Le premier livre des Rois nous présente le prophète Élie, personnage révolutionnaire et étrange, qui a vécu dans le Royaume du Nord d’Israël, autour du IXe siècle avant JC. Gardien rigide des anciennes traditions de Moïse, il s'est opposé de toutes ses forces aux nombreuses déviances de la religion juive à son époque.

Solitaire, il a mené une bataille personnelle contre la cour de Samarie - le roi Achab et la reine Jézabel, en particulier - et contre la multitude innombrable des prophètes et prêtres de Baal, divinité cananéenne qui attirait de nombreux adeptes. Après être sorti victorieux du défi lancé sur le Mont Carmel, Élie a fait tuer les 450 prophètes de Baal, provoquant ainsi la colère de la reine. Sa tête mise à prix, le prophète a dû fuir. Arrivé à l'extrême sud de la terre d'Israël, il choisit de rester seul, angoissé, déçu par les menaces des puissants et aigri par la trahison du peuple. Réfugié au désert, le prophète reçoit l'aide divine sous la forme d’un pain prodigieux qui lui donne la force d’accomplir un pèlerinage aux sources de l'Alliance, jusqu'au mont Horeb, là où quelques siècles plus tôt Yahvé avait fait alliance avec son Peuple, par l'intermédiaire de Moïse.

Arrivé à la montagne de Dieu, Elie s’abrite dans une grotte pour y passer la nuit. L'histoire est extrêmement courte et ne fournit aucun détail: cette brièveté suggère précisément une richesse symbolique et théologique. La grotte est une figure ancestrale qui rappelle l'utérus, qui évoque le souvenir mais aussi l'isolement et la fermeture. Le prophète est obnubilé par ses problèmes, presque recroquevillé sur lui-même dans les entrailles sombre de la terre. Dans ce contexte sombre d'angoisse, la voix du Seigneur se fait entendre. Au passage, remarquons le parallèle évident avec la situation des disciples en pleine nuit, sur le lac, dans l’Evangile de ce dimanche.

Le Seigneur interroge le prophète sur ses motivations: "Elie, que fais-tu ici ?". Sa réponse va lui permettre de clarifier son état d'esprit: il dit d'abord qu'il est "plein de zèle", c'est-à-dire rempli de jalousie et d'indignation.

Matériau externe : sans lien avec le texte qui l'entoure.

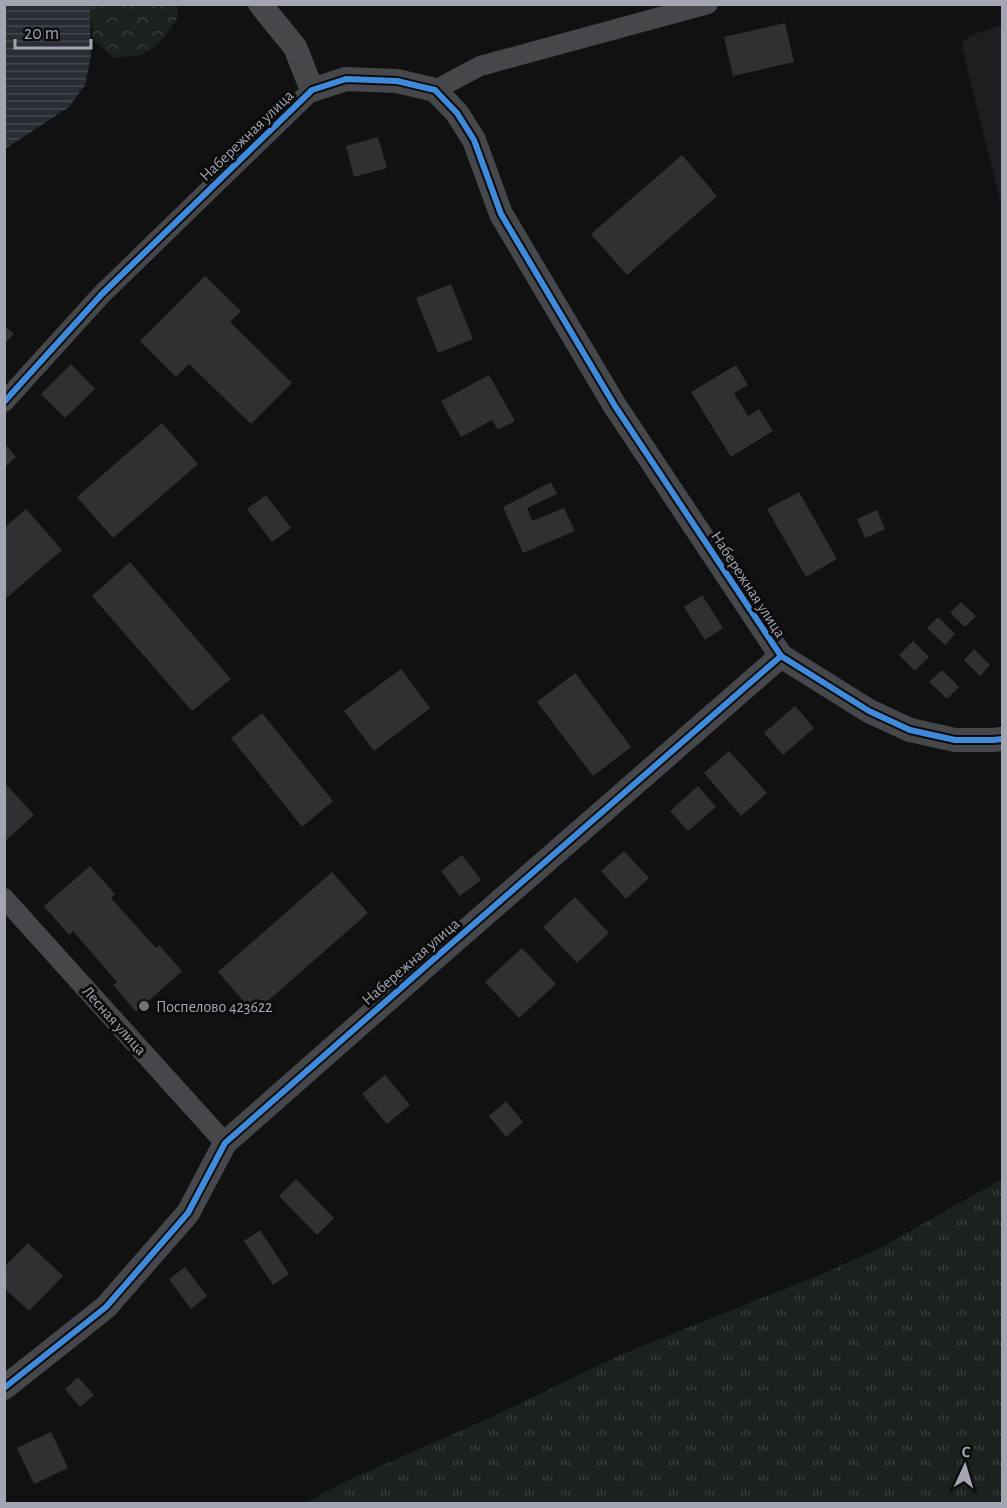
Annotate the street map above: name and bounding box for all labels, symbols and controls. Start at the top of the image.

Il se dit passionnément attaché au Seigneur et il est furieux parce que les Israélites ont abandonné et trahi l'Alliance avec Yahvé, en démolissant ses autels et en tuant ses prophètes. Elie est convaincu d’être resté seul et il se plaint d'être poursuivi à mort. Il se justifie et se défoule, en ruminant ses idées fixes.

Le Seigneur lui répond par deux impératifs essentiels. Tout d'abord: sortir ! C'est bien plus qu'une simple consigne de bouger: c’est un ordre fondamental, adressé à un homme renfermé sur lui et dans son problème. Le Dieu de l'Exode invite toujours ses fidèles à sortir hors d’eux-mêmes et à avancer au-delà de leurs péchés.

Le deuxième impératif c’est : "Arrête-toi", avec la précision importante : "en présence du Seigneur". Le prophète est invité à se tenir résolument devant le Seigneur et à l'écouter, avec l'attitude docile de ceux qui acceptent d’avoir besoin d’apprendre.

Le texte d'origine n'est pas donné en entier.